Would you show every line from the records that holds "solid"?

-=-=-=-=-

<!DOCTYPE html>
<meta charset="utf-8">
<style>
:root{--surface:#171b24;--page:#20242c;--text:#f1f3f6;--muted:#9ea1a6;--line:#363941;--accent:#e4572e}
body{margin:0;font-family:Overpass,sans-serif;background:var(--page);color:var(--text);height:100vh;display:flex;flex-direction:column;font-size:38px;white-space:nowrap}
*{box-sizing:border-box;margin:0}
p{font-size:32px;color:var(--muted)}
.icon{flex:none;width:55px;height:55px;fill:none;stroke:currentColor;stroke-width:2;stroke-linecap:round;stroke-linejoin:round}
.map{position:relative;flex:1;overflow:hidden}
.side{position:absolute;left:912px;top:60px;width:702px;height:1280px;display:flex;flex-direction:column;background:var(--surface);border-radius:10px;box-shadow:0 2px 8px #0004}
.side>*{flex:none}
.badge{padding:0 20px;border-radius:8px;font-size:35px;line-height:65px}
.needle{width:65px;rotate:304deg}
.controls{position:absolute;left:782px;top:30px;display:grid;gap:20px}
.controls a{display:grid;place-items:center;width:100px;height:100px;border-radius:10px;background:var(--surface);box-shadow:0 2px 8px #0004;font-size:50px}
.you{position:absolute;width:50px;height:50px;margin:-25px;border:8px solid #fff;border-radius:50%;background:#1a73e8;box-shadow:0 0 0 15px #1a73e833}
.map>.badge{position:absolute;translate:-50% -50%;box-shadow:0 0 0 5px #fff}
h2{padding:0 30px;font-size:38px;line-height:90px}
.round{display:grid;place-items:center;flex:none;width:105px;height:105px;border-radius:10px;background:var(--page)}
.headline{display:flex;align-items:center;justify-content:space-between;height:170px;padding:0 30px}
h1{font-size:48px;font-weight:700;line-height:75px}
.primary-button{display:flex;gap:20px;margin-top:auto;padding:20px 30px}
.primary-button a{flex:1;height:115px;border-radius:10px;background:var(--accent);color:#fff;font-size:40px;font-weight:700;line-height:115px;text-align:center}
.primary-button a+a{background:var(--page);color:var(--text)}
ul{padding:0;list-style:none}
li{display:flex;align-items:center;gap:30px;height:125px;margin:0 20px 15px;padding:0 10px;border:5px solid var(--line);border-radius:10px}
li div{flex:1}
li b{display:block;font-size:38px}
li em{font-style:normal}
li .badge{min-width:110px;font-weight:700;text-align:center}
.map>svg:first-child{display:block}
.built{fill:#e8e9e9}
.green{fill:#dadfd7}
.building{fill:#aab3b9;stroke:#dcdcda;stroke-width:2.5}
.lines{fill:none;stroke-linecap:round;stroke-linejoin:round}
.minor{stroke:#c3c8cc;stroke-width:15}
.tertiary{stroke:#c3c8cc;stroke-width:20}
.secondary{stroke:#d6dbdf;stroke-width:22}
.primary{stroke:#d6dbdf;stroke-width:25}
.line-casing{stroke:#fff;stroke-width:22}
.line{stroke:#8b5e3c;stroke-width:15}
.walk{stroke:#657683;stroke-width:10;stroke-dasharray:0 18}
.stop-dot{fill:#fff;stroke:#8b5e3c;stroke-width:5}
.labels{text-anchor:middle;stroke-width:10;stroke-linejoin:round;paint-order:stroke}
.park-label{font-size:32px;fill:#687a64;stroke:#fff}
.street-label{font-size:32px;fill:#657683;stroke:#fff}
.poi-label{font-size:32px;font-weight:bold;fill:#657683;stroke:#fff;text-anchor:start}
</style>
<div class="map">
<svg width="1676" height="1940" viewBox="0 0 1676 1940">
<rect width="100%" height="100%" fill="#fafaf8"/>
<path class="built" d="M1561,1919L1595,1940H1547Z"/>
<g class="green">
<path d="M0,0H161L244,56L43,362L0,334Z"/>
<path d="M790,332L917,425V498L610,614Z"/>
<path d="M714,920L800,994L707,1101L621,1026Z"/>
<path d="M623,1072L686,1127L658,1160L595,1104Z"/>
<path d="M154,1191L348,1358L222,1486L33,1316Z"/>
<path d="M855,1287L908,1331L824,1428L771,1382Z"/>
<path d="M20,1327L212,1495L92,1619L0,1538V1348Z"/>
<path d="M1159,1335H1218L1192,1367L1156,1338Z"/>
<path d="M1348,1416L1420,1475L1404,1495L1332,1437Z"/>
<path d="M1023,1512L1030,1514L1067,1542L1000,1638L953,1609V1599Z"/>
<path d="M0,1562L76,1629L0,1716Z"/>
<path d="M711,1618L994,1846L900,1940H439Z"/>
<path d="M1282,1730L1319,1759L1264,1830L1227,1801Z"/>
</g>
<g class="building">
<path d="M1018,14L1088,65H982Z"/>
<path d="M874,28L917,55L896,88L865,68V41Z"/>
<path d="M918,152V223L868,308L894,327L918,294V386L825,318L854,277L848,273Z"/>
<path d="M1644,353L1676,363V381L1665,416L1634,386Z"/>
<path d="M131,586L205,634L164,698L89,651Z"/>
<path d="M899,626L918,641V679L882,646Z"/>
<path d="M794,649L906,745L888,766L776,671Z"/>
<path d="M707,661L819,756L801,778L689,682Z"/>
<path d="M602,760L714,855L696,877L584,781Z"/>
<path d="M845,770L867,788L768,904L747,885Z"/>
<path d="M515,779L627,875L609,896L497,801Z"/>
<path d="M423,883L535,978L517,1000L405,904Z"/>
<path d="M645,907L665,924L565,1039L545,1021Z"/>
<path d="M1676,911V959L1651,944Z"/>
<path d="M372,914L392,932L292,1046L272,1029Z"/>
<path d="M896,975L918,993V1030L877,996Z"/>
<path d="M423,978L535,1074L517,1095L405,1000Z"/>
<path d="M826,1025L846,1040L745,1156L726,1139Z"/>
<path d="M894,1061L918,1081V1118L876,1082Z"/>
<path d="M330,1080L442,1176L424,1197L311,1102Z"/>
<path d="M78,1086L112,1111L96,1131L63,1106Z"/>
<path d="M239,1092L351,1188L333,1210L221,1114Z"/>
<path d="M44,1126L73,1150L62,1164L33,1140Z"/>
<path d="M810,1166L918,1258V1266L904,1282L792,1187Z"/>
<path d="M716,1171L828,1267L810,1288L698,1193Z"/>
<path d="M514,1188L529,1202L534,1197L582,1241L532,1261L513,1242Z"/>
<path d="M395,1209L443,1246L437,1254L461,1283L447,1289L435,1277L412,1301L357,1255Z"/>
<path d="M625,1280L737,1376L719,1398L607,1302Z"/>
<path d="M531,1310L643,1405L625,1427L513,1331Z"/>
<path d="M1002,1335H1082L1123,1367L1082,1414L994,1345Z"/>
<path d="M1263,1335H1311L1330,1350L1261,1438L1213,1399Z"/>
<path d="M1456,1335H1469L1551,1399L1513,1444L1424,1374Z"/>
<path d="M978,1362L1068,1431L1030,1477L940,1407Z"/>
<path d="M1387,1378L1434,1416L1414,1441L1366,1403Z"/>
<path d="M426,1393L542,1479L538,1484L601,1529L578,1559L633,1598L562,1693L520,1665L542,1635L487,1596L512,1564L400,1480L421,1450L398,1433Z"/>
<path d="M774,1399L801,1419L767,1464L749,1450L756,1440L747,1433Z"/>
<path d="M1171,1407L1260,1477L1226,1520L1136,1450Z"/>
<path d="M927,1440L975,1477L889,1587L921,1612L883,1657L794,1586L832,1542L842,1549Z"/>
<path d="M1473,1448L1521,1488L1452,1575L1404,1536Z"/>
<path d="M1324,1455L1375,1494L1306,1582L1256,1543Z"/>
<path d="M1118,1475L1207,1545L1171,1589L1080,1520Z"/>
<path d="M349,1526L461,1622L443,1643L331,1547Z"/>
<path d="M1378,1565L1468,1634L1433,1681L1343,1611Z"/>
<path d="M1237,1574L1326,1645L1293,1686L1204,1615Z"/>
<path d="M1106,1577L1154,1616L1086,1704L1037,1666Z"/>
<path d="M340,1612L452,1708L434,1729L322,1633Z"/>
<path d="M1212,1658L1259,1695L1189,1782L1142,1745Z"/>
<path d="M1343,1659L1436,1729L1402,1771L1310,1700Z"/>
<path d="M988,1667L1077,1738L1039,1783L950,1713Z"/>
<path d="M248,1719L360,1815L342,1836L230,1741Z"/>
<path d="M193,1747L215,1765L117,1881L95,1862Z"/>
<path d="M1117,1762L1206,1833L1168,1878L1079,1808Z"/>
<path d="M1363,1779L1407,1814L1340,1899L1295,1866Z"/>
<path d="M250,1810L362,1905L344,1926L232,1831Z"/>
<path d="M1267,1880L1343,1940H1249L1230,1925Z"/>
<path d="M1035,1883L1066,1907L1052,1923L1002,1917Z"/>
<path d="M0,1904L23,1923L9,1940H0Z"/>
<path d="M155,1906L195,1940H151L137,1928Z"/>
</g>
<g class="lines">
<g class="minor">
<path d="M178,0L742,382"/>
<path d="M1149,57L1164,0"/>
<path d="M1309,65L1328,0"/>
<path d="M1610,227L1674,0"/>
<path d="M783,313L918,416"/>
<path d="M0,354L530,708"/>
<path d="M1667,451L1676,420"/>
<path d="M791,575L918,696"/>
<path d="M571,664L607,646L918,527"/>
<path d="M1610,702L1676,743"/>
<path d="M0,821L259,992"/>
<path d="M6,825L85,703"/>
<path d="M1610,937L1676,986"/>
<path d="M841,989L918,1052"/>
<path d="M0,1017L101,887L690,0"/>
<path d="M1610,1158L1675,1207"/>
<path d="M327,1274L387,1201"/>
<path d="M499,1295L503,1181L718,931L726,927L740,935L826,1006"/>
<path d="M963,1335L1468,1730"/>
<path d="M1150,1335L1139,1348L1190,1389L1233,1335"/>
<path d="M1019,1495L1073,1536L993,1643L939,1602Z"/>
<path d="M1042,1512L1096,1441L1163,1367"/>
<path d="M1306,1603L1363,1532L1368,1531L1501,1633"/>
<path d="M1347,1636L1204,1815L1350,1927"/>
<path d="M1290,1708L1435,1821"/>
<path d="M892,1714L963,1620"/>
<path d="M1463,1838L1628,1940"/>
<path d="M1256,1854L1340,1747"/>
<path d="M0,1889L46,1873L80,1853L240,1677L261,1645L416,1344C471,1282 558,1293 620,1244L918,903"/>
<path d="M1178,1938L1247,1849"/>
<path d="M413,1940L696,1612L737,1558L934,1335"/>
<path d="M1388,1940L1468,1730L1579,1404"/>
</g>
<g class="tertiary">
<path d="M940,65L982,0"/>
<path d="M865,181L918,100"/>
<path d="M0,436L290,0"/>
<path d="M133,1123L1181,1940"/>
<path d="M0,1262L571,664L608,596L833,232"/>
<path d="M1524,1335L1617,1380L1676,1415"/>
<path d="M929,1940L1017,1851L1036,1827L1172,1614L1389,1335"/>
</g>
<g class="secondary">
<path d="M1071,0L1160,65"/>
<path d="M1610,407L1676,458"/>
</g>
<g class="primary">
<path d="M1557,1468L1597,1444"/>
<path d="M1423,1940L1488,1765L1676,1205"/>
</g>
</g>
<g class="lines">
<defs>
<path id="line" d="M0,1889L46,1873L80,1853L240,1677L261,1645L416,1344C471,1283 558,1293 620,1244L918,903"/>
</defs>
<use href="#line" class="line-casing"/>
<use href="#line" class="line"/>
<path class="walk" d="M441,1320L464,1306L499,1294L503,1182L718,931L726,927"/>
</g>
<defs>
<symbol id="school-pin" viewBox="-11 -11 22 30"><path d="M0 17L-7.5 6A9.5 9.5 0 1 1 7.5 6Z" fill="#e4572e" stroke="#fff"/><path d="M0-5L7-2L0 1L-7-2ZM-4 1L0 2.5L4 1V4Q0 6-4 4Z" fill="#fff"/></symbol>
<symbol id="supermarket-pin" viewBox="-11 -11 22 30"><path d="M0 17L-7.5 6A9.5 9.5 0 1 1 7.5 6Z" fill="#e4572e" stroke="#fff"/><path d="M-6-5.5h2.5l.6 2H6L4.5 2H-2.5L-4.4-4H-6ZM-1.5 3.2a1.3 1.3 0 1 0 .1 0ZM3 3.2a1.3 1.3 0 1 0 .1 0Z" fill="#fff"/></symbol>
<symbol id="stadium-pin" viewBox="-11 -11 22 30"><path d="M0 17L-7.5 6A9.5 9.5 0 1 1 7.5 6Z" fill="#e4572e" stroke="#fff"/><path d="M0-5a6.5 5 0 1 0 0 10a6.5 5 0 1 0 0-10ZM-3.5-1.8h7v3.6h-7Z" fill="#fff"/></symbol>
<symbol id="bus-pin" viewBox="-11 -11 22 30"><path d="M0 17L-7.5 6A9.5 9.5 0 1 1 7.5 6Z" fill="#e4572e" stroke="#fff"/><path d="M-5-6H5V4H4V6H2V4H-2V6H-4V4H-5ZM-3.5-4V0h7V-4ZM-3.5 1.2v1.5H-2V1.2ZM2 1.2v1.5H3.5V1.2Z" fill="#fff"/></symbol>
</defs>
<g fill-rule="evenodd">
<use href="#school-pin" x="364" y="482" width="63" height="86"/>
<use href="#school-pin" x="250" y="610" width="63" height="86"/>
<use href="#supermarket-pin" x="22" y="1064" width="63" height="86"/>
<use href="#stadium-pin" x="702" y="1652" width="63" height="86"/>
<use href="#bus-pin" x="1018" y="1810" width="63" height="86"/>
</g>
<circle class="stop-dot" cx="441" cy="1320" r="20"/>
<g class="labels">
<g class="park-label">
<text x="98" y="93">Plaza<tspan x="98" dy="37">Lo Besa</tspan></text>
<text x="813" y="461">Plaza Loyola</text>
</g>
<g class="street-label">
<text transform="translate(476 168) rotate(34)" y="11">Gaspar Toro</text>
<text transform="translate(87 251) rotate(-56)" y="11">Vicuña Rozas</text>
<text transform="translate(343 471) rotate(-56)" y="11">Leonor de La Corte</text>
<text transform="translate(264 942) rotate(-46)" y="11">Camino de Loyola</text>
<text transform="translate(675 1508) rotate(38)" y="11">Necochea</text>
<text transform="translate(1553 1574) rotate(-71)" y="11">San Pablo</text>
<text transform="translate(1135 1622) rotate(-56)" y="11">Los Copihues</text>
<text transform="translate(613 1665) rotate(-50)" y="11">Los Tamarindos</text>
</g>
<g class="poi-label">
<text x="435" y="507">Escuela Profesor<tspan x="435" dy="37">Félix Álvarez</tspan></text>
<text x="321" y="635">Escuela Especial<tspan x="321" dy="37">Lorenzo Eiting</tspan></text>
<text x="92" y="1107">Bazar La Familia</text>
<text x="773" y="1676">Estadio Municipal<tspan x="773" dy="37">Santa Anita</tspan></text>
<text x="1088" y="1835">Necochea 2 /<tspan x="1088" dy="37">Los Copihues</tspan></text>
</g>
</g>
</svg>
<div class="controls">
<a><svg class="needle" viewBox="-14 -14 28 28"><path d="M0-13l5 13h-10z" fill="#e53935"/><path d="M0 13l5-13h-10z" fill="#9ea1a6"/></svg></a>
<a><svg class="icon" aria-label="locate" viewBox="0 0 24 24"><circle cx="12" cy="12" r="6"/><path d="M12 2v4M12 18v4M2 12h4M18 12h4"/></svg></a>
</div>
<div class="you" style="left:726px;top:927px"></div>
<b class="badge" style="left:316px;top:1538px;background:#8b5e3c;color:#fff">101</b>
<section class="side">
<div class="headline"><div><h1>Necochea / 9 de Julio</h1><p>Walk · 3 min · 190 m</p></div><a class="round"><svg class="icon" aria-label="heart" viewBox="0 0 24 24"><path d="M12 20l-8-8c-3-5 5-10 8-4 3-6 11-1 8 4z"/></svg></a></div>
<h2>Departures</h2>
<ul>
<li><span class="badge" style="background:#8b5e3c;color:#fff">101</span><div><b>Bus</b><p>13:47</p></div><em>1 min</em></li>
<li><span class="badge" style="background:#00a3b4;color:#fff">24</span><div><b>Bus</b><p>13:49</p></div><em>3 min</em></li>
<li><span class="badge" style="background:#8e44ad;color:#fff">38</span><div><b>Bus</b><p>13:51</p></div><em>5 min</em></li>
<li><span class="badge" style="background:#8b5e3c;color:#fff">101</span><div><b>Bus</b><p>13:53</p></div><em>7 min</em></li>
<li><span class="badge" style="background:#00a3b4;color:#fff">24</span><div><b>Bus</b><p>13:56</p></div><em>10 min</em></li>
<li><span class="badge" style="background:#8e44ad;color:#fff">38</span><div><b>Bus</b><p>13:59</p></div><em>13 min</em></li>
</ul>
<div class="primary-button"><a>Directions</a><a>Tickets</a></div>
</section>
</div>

-=-=-=-=-

» PROBLEM SOLUTION
.you{position:absolute;width:50px;height:50px;margin:-25px;border:8px solid #fff;border-radius:50%;background:#1a73e8;box-shadow:0 0 0 15px #1a73e833}
li{display:flex;align-items:center;gap:30px;height:125px;margin:0 20px 15px;padding:0 10px;border:5px solid var(--line);border-radius:10px}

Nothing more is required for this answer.